▶ **MATERIAL TO PROCESS**:
--- START ---

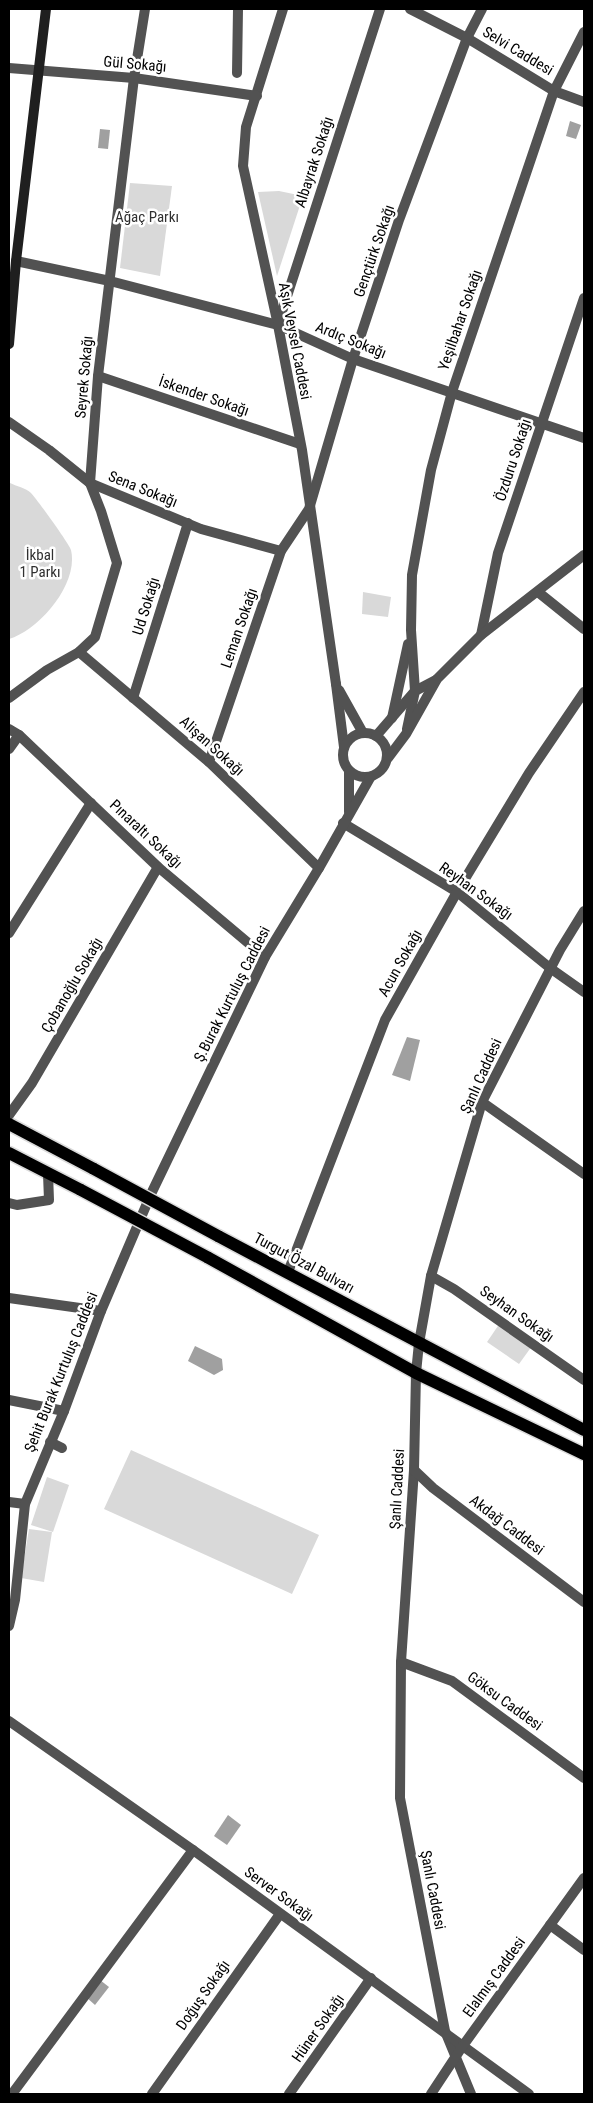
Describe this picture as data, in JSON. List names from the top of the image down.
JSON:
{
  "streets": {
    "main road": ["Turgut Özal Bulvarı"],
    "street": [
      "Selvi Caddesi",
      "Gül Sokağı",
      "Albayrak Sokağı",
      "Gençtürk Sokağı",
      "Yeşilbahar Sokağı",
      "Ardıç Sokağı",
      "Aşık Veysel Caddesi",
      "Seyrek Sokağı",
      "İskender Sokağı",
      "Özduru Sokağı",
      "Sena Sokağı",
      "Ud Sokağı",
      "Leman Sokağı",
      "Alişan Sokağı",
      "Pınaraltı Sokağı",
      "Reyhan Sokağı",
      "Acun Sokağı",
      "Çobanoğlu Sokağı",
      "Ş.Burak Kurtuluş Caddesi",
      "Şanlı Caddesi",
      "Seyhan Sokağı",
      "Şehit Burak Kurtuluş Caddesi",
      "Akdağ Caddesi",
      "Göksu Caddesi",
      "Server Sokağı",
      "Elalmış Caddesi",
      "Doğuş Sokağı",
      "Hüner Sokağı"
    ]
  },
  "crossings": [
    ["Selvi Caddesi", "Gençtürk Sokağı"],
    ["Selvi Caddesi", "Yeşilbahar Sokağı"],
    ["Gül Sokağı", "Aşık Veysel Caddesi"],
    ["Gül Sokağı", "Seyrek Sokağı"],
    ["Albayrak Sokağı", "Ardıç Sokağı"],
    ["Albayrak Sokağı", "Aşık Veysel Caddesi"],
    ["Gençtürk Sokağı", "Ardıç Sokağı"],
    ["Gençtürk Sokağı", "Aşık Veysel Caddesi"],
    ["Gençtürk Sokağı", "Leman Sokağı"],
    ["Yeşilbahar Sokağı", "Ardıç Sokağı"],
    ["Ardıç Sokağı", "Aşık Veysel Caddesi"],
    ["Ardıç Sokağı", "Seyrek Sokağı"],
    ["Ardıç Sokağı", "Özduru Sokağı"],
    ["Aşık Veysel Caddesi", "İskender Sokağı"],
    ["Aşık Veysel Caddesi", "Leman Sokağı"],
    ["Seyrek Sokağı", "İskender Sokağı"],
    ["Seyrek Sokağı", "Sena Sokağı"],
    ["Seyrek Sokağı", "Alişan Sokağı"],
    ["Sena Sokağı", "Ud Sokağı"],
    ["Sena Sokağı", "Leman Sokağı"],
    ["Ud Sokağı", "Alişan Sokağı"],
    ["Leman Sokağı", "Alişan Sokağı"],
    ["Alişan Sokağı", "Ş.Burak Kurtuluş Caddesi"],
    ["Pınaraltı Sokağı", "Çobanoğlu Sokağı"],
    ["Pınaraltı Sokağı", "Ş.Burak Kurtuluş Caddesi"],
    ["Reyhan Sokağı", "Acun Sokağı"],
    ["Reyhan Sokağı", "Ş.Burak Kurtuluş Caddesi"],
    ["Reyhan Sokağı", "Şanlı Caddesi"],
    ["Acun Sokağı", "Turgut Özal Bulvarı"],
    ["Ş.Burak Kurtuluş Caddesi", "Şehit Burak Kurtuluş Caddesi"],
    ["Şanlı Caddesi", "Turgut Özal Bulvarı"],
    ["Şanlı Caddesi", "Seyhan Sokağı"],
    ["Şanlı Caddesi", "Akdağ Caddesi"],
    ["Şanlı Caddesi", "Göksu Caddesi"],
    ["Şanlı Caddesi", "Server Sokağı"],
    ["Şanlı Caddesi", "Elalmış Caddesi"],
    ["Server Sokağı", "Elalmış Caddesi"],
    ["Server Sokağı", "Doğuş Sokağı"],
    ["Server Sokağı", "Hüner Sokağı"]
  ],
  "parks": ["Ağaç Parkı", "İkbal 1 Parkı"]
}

--- END ---

▶ **YOUR GOAL**: An exact copy of the listing is required, with every image removed.

▶ **RESPONSE**:
Describe this picture as data, in JSON. List names from the top of the image down.
JSON:
{
  "streets": {
    "main road": ["Turgut Özal Bulvarı"],
    "street": [
      "Selvi Caddesi",
      "Gül Sokağı",
      "Albayrak Sokağı",
      "Gençtürk Sokağı",
      "Yeşilbahar Sokağı",
      "Ardıç Sokağı",
      "Aşık Veysel Caddesi",
      "Seyrek Sokağı",
      "İskender Sokağı",
      "Özduru Sokağı",
      "Sena Sokağı",
      "Ud Sokağı",
      "Leman Sokağı",
      "Alişan Sokağı",
      "Pınaraltı Sokağı",
      "Reyhan Sokağı",
      "Acun Sokağı",
      "Çobanoğlu Sokağı",
      "Ş.Burak Kurtuluş Caddesi",
      "Şanlı Caddesi",
      "Seyhan Sokağı",
      "Şehit Burak Kurtuluş Caddesi",
      "Akdağ Caddesi",
      "Göksu Caddesi",
      "Server Sokağı",
      "Elalmış Caddesi",
      "Doğuş Sokağı",
      "Hüner Sokağı"
    ]
  },
  "crossings": [
    ["Selvi Caddesi", "Gençtürk Sokağı"],
    ["Selvi Caddesi", "Yeşilbahar Sokağı"],
    ["Gül Sokağı", "Aşık Veysel Caddesi"],
    ["Gül Sokağı", "Seyrek Sokağı"],
    ["Albayrak Sokağı", "Ardıç Sokağı"],
    ["Albayrak Sokağı", "Aşık Veysel Caddesi"],
    ["Gençtürk Sokağı", "Ardıç Sokağı"],
    ["Gençtürk Sokağı", "Aşık Veysel Caddesi"],
    ["Gençtürk Sokağı", "Leman Sokağı"],
    ["Yeşilbahar Sokağı", "Ardıç Sokağı"],
    ["Ardıç Sokağı", "Aşık Veysel Caddesi"],
    ["Ardıç Sokağı", "Seyrek Sokağı"],
    ["Ardıç Sokağı", "Özduru Sokağı"],
    ["Aşık Veysel Caddesi", "İskender Sokağı"],
    ["Aşık Veysel Caddesi", "Leman Sokağı"],
    ["Seyrek Sokağı", "İskender Sokağı"],
    ["Seyrek Sokağı", "Sena Sokağı"],
    ["Seyrek Sokağı", "Alişan Sokağı"],
    ["Sena Sokağı", "Ud Sokağı"],
    ["Sena Sokağı", "Leman Sokağı"],
    ["Ud Sokağı", "Alişan Sokağı"],
    ["Leman Sokağı", "Alişan Sokağı"],
    ["Alişan Sokağı", "Ş.Burak Kurtuluş Caddesi"],
    ["Pınaraltı Sokağı", "Çobanoğlu Sokağı"],
    ["Pınaraltı Sokağı", "Ş.Burak Kurtuluş Caddesi"],
    ["Reyhan Sokağı", "Acun Sokağı"],
    ["Reyhan Sokağı", "Ş.Burak Kurtuluş Caddesi"],
    ["Reyhan Sokağı", "Şanlı Caddesi"],
    ["Acun Sokağı", "Turgut Özal Bulvarı"],
    ["Ş.Burak Kurtuluş Caddesi", "Şehit Burak Kurtuluş Caddesi"],
    ["Şanlı Caddesi", "Turgut Özal Bulvarı"],
    ["Şanlı Caddesi", "Seyhan Sokağı"],
    ["Şanlı Caddesi", "Akdağ Caddesi"],
    ["Şanlı Caddesi", "Göksu Caddesi"],
    ["Şanlı Caddesi", "Server Sokağı"],
    ["Şanlı Caddesi", "Elalmış Caddesi"],
    ["Server Sokağı", "Elalmış Caddesi"],
    ["Server Sokağı", "Doğuş Sokağı"],
    ["Server Sokağı", "Hüner Sokağı"]
  ],
  "parks": ["Ağaç Parkı", "İkbal 1 Parkı"]
}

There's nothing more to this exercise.